The Washington Post reported that Hasan warned a roomful of senior army physicians a year and a half ago that to avoid "adverse events" the military should allow Muslim soldiers to be released from duty as conscientious objectors.
"It's getting harder and harder for Muslims in the service to morally justify being in a military that seems constantly engaged against fellow Muslims," he was quoted as saying in the investigation.
FBI Director Robert Mueller, after meeting with Obama, ordered a full review of the shooting incident with the aim of determining whether "with the benefit of hindsight, any policies or practices should change based on what we learn", the FBI said.
Obama told ABC television that he was determined "to complete this investigation and we are going to take whatever steps are necessary to make sure that something like this doesn't happen again".
Some 5 000 people were expected to join Obama and First Lady Michelle Obama at a memorial service for the victims.
"I'll be heading to there tomorrow so that I can personally express the incredible heartbreak that we all feel for - for the loss of these young men and women," Obama said.

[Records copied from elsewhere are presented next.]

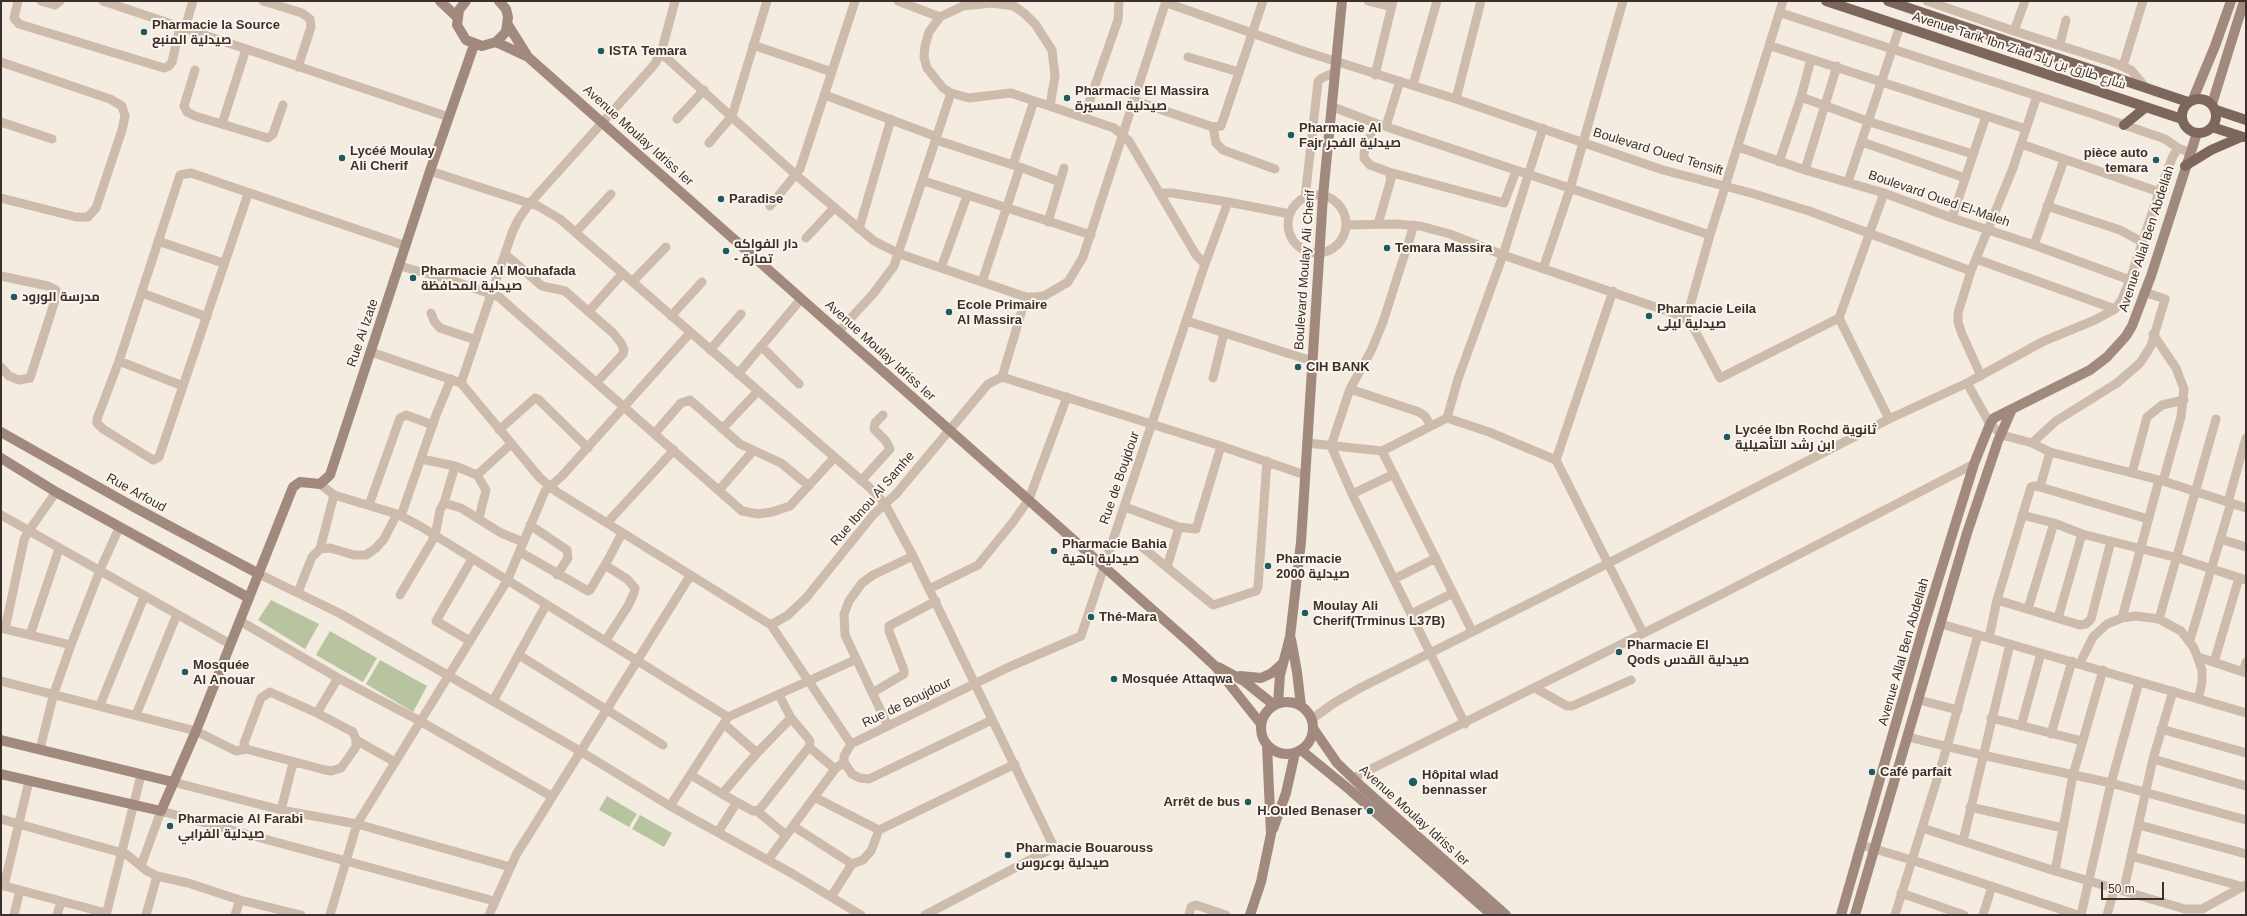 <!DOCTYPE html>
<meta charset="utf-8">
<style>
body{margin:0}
#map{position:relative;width:2247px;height:916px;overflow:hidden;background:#f4ebe1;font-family:Arial,sans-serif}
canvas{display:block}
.frame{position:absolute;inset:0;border:2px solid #3b302b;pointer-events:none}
.scale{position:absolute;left:2101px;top:882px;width:63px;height:18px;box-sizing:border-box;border:2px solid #3b302b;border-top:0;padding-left:5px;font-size:12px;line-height:14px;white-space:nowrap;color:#3b302b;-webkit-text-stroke:3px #fbf5ee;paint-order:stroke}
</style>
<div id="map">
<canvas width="2247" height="916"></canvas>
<div class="frame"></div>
<div class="scale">50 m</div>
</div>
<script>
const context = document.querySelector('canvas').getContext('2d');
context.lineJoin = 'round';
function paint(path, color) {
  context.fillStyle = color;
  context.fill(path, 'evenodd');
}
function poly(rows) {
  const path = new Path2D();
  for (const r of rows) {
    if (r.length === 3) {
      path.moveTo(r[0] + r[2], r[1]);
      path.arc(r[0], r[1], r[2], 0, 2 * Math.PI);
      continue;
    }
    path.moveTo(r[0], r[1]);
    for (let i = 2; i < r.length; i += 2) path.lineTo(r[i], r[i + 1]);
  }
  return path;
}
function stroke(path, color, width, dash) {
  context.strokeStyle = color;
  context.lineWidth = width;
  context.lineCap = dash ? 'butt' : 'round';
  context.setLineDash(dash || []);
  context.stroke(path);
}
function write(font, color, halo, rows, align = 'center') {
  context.font = font + ' Arial,Cairo,sans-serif';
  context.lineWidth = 4;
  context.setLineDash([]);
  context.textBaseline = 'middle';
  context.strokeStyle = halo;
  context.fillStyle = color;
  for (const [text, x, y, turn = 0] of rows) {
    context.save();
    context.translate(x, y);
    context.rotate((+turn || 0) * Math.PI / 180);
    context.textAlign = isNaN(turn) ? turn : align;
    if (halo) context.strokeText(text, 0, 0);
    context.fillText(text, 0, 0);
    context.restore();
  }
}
paint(poly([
 [271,600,319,624,305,649,258,620],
 [330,631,377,658,363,682,316,655],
 [380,660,427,686,413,712,366,684],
 [607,796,637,814,629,827,599,810],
 [640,815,672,833,664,847,632,829]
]), '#b8c4a0');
stroke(poly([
 [18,1,14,18,19,24,164,68,169,66,172,62,180,27],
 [41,1,55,5,60,1],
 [103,1,449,117],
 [263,1,302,13,310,19,311,27,298,67],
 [898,1,940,17],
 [1368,1,1392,7],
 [1927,1,2014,31,2112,62,2131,70,2146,88],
 [1167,3,1303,51,1456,99,1663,170,1751,193,1809,211,1971,271],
 [1781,13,2093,114,2165,139,2178,148],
 [185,28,193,1],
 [2014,31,2025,1],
 [2060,44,2066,20],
 [753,45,832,72],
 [1771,46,2026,129],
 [661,53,796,175,874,241,900,254,941,268,1026,297,1037,297,1044,296,1068,282,1083,257,1166,1],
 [1188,57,1239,72],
 [1,62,110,99,122,106,125,116,122,130,96,208,88,217,76,217,1,198],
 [2123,66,2143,1],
 [195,70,184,106,187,112,195,116,268,138,273,134,283,105],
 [1375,75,1393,1],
 [1413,85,1437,1],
 [825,95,937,137],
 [1801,97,1811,59],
 [1456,99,1481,1],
 [1135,101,1213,127,1221,126,1263,1],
 [1050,106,1055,76,1052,50,1035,24,1025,14,1014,6,991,3,963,6,940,17,929,32,925,46,924,57,927,68,943,88,951,93,969,98,1011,93,1114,128,1129,141,1196,255,1205,264],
 [1333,107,1375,123],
 [1084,117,1118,20,1119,1],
 [677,119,704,90],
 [1,122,52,139],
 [222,124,246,49],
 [1386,126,1400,81],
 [1213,127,1216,143,1223,150,1275,169],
 [936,140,1013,165],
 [1862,142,1965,178],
 [709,143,732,116,767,1],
 [2021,144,2159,192],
 [1738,147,1805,170,1884,193,1952,218,2034,245,2130,280],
 [1779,162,1801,97,1870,122,1973,154],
 [1020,167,1060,182],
 [1805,170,1837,66],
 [430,171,538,206,560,219,869,487,885,504,913,556,1052,843,1047,851,925,915],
 [1389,172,1504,203,1516,171],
 [924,181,1091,235],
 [1848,182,1900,26],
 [1161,193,1172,193,1228,202,1290,214],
 [248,194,159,457,153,460,103,429,97,423,97,419,119,361,180,175,191,173,406,246],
 [1317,224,29],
 [1305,198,1318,82,1320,79,1335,72],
 [770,206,800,169,855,1],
 [2047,206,2120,230,2142,242],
 [1952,218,1986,116],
 [1048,222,1064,168],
 [1378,224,1391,179,1389,172,1370,165,1364,158,1364,153,1375,123,1710,235],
 [1346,225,1395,224,1420,226,1450,234,1503,255,1676,314,1686,320,1693,327,1720,378,1839,318,1884,193],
 [1414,225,1383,322,1371,351,1350,389,1331,446,1353,496,1465,724],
 [859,229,891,119],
 [576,232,611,194],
 [806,238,834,208],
 [158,241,223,263],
 [2034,245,2064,160],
 [505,254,542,286,565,291,613,333,621,343,624,350,623,354,597,382],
 [1976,259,2115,309],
 [400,266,451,280,499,297,742,511,758,514,772,512,790,506,834,458],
 [941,268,967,196],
 [1543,269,1570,189,1623,1],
 [1,276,48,286,56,290,57,294,30,378,19,380,9,376,1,367],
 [633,281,666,247],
 [982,282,1020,167,1013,165,1034,101],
 [1613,291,1556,460,1643,633],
 [142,293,207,317],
 [589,311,623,273],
 [431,313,434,321,440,328,476,340],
 [671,316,702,282],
 [1839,318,1889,419],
 [1686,320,1710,235,1783,1],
 [1187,321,1312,361],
 [838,332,873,294,894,266,951,93],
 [2153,334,2176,368,2184,389,2181,417,2163,481],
 [761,346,799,384],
 [710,350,741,314],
 [371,352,461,383,540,478,557,492,771,625,851,744],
 [119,361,183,386],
 [738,374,801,299],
 [1981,376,1962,334,1958,322,1958,313,1971,271,2013,168,2037,96],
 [1002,377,1026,297],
 [1213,378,1224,333],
 [461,383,512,233,518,220,530,203,654,65,661,53,675,1],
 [1967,383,1990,424,2002,435,2032,443,2050,452,2163,481,2246,508],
 [1350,389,1419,412,1425,416,1431,426],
 [1447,418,1458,379,1503,255,1543,128],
 [722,429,758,391],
 [499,430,535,398,538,399,588,448],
 [655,433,681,403,690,400,740,444,781,463,809,486],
 [1307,443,1382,451,1447,418,1489,432,1556,460],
 [2032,443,2056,421,2117,383,2140,363,2151,346,2165,299,2144,292],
 [1382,451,1472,631],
 [421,459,455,466,477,475],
 [2132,473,2147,417,2162,405,2184,400],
 [861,481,890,449,886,441,874,429,875,423,883,415],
 [320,484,334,495,397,514,420,526,728,717],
 [2040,487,2050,452],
 [719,490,753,451],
 [1352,494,1394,474],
 [2228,502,2246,438],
 [444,503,455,466],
 [369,505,400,418,406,415,433,425],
 [1125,507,1179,527,1196,529,1221,446],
 [1,515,230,644],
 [2022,515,2054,523,2082,534,2178,558,2246,580],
 [401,516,436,415,451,379],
 [479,518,486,490,477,475,511,444],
 [607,523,674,450],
 [530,525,567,550,568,558,557,575],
 [2220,539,2246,547],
 [1136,542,1213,605,1256,591,1258,587,1267,461],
 [320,549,334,495],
 [520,552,588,591,590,590,609,558,622,533],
 [605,565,627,579,635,588,634,593,628,606,606,640],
 [1167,567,1179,527],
 [259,574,341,614,580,751,670,806,793,874,861,915],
 [1394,579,1436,558],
 [929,589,978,565,1013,522,1029,499,1067,397],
 [298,592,312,557,320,549,330,548,354,555,366,555,376,548,384,539,397,514],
 [400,595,435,536,440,510,444,503,461,508,501,533,523,542],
 [1997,600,2080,625,2086,624,2091,619,2111,541],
 [2028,609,2054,523],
 [1411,614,1453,593],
 [2058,618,2082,534],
 [2122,618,2159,480],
 [2159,619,2216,419],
 [240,621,338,678,420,721,551,796],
 [1941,624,2246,713],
 [771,625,788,615,806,598,873,515,896,494,988,384,1002,377,1221,446,1305,475],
 [1,628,71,645],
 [5,629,24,540,28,532,56,492],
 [30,635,59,549],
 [1989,638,1997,600,2031,487,2034,486,2040,487,2148,519],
 [2190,640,2231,503],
 [470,641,436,621,472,559],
 [519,655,663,745],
 [2198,657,2246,673],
 [2214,662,2239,578],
 [2080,663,2093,637,2107,624,2122,618,2136,616,2159,619,2181,631,2194,648,2202,670,2202,683,2198,699],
 [2243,672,2246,662],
 [1,681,196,731,236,751,246,749,325,770,331,771,341,768,356,747,356,740,353,732,317,713,270,692,261,698,244,743,246,749],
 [1535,688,1567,706,1572,706,1631,680],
 [872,693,904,674,904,670,889,631,889,626,936,601],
 [779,695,791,718,807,737,810,741,809,747,760,809,753,811,722,794,757,753,791,718],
 [1919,700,1958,710],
 [493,701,546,605],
 [100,705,144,597],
 [317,713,338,678],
 [136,715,177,614],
 [1991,718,2082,741],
 [1312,719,1334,703,1360,688,1558,589,1889,419,1967,383,2044,341,2095,320,2115,309,2121,301,2130,280,2159,192,2173,156,2178,148,2189,152],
 [992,720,869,779,860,778,852,774,844,762,844,756,851,744,1009,667,1081,636,1205,264,1228,202],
 [724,724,757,753],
 [888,726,845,635,844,614,849,601,862,583,873,575,913,556],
 [2021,726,2041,653],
 [2161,729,2246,753],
 [2051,734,2072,661],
 [1908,737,1982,755,2111,783,2246,820],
 [356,740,395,762],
 [809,747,835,769],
 [40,749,54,693,71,645,100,570,119,528],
 [2153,759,2246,786],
 [691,775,722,794],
 [1353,778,1716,597,1974,464],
 [173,782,281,810,357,824,510,867],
 [814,797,879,830,1015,764],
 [670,806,728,717,855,660],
 [1970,807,2063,828],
 [281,810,293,763],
 [757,811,786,835],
 [1,819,126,854,147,871,157,876,188,883,240,900,301,915],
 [2139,825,2246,854],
 [793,826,852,864,863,860,871,851,879,830],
 [1922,828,2055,871,2185,909,2202,909,2246,885],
 [718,832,737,802],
 [1963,841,2010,644],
 [1861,845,1912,860,2078,915],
 [2131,856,2244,887],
 [768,860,835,769,844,762],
 [141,866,161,811,494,901],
 [2055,871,2073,775,2103,670],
 [1,885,106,913],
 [4,886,29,781],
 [2124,889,2153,759,2173,691],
 [1901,893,1964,915],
 [831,897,852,864],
 [14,915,20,890],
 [57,915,61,902],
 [106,915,141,775],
 [146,915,157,876],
 [235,915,240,900],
 [330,915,357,824,507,581,545,491,562,476,690,333],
 [489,915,516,855,690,576],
 [1189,915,1191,907,1196,905,1226,915],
 [1895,915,1947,747,1978,635],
 [1983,915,1992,886],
 [2081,915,2111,783,2139,682],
 [2107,915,2115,887]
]), '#cdbbac', 9);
stroke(poly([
 [440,1,457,17],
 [466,1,459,10,457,25,466,40,482,46,496,42,506,32,508,17,506,9,499,1],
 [508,25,528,57,1189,642,1215,666,1261,724],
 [496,42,528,57],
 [2193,99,2215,46,2231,1],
 [2212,104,2244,1],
 [1,432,132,506,259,574],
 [1,458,56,492,249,598],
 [1291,639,1297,672,1301,706],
 [1218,667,1244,681,1274,705],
 [1240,676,1261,678,1272,673,1283,663],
 [1287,728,26],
 [1278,703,1280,675,1290,637,1301,542,1323,196,1342,1],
 [1313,728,1337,763,1362,787,1506,915],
 [1,740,173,782],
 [1301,750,1350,790,1492,915],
 [1,774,161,811,196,731,293,487,300,482,320,484,330,475,430,171,474,45],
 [1273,829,1286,793,1295,753],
 [1250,915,1261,882,1271,834,1267,745],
 [1841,915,1924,625,1974,464,1990,424,1994,418,2090,370,2107,357,2126,336,2132,326,2151,276,2197,133],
 [1855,915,1967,533,1998,441,2012,409]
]), '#a18a7d', 10);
stroke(poly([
 [1826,1,2182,119],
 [1888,1,2188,102],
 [2199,116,17],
 [2216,110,2246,120],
 [2124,125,2146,107],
 [2212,127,2243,137],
 [2185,166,2211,150,2241,137]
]), '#7d675c', 10);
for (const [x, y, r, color] of [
 [144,32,4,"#1f5a5e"],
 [601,51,4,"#1f5a5e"],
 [1067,98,4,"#1f5a5e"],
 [1291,135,4,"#1f5a5e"],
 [342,158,4,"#1f5a5e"],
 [2156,160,4,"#1f5a5e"],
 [721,199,4,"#1f5a5e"],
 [1387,248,4,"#1f5a5e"],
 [726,251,4,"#1f5a5e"],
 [413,278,4,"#1f5a5e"],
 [14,297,4,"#1f5a5e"],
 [949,312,4,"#1f5a5e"],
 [1649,316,4,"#1f5a5e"],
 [1298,367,4,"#1f5a5e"],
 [1727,437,4,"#1f5a5e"],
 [1054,551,4,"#1f5a5e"],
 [1268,566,4,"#1f5a5e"],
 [1305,613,4,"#1f5a5e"],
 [1091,617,4,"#1f5a5e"],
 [1619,652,4,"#1f5a5e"],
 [185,672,4,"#1f5a5e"],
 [1114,679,4,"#1f5a5e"],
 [1872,772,4,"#1f5a5e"],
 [1413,782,5,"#1f5a5e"],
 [1248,802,4,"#1f5a5e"],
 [1370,811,4,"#1f5a5e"],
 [170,826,4,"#1f5a5e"],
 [1008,855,4,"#1f5a5e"]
]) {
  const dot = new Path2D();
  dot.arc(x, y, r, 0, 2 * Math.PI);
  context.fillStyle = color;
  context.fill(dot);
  stroke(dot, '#fbf5ee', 1.5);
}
write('bold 13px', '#3b302b', '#fbf5ee', [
 ["Pharmacie la Source",152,25],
 ["صيدلية المنبع",152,40],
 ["ISTA Temara",609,51],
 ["Pharmacie El Massira",1075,91],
 ["صيدلية المسيرة",1075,106],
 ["Pharmacie Al",1299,128],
 ["Fajr صيدلية الفجر",1299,143],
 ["Lycéé Moulay",350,151],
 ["Ali Cherif",350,166],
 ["pièce auto",2148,153,"right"],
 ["temara",2148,168,"right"],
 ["Paradise",729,199],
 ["دار الفواكه",734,244],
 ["- تمارة",734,259],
 ["Temara Massira",1395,248],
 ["Pharmacie Al Mouhafada",421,271],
 ["صيدلية المحافظة",421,286],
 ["مدرسة الورود",22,297],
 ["Ecole Primaire",957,305],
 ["Al Massira",957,320],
 ["Pharmacie Leila",1657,309],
 ["صيدلية ليلى",1657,324],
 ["CIH BANK",1306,367],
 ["Lycée Ibn Rochd ثانوية",1735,430],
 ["ابن رشد التأهيلية",1735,445],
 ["Pharmacie Bahia",1062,544],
 ["صيدلية باهية",1062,559],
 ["Pharmacie",1276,559],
 ["2000 صيدلية",1276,574],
 ["Moulay Ali",1313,606],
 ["Cherif(Trminus L37B)",1313,621],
 ["Thé-Mara",1099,617],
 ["Pharmacie El",1627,645],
 ["Qods صيدلية القدس",1627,660],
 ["Mosquée",193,665],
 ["Al Anouar",193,680],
 ["Mosquée Attaqwa",1122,679],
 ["Café parfait",1880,772],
 ["Hôpital wlad",1422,775],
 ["bennasser",1422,790],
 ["Arrêt de bus",1240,802,"right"],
 ["H.Ouled Benaser",1362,811,"right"],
 ["Pharmacie Al Farabi",178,819],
 ["صيدلية الفرابي",178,834],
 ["Pharmacie Bouarouss",1016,848],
 ["صيدلية بوعروس",1016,863]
], 'left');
write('13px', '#3b302b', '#fbf5ee', [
 ["Avenue Tarik Ibn Ziad شارع طارق بن زياد",2019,51,18],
 ["Avenue Moulay Idriss Ier",638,136,42],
 ["Boulevard Oued Tensift",1658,152,17],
 ["Boulevard Oued El-Maleh",1939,199,19],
 ["Avenue Allal Ben Abdellah",2147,239,-72],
 ["Boulevard Moulay Ali Cherif",1305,270,-86],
 ["Rue Ai Izate",363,333,-71],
 ["Avenue Moulay Idriss Ier",880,351,42],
 ["Rue de Boujdour",1120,478,-71],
 ["Rue Arfoud",136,493,29],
 ["Rue Ibnou Al Samhe",873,499,-49],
 ["Avenue Allal Ben Abdellah",1904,652,-74],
 ["Rue de Boujdour",907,703,-26],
 ["Avenue Moulay Idriss Ier",1414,816,42]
]);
</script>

Defence Secretary Robert Gates visited the base on Monday to meet the families of those killed and to visit some of the wounded, including police sergeant Kimberly Munley, hailed as a heroine for confronting the gunman.
The bloody spree left army officials still scrambling to understand how one of their own could turn on his fellow soldiers.
Officers must now keep an eye out for similar signs of disquiet "across our entire formation, not just in the medical community, but look hard to our right and left", said Lieutenant General Robert Cone, the Fort Hood commander.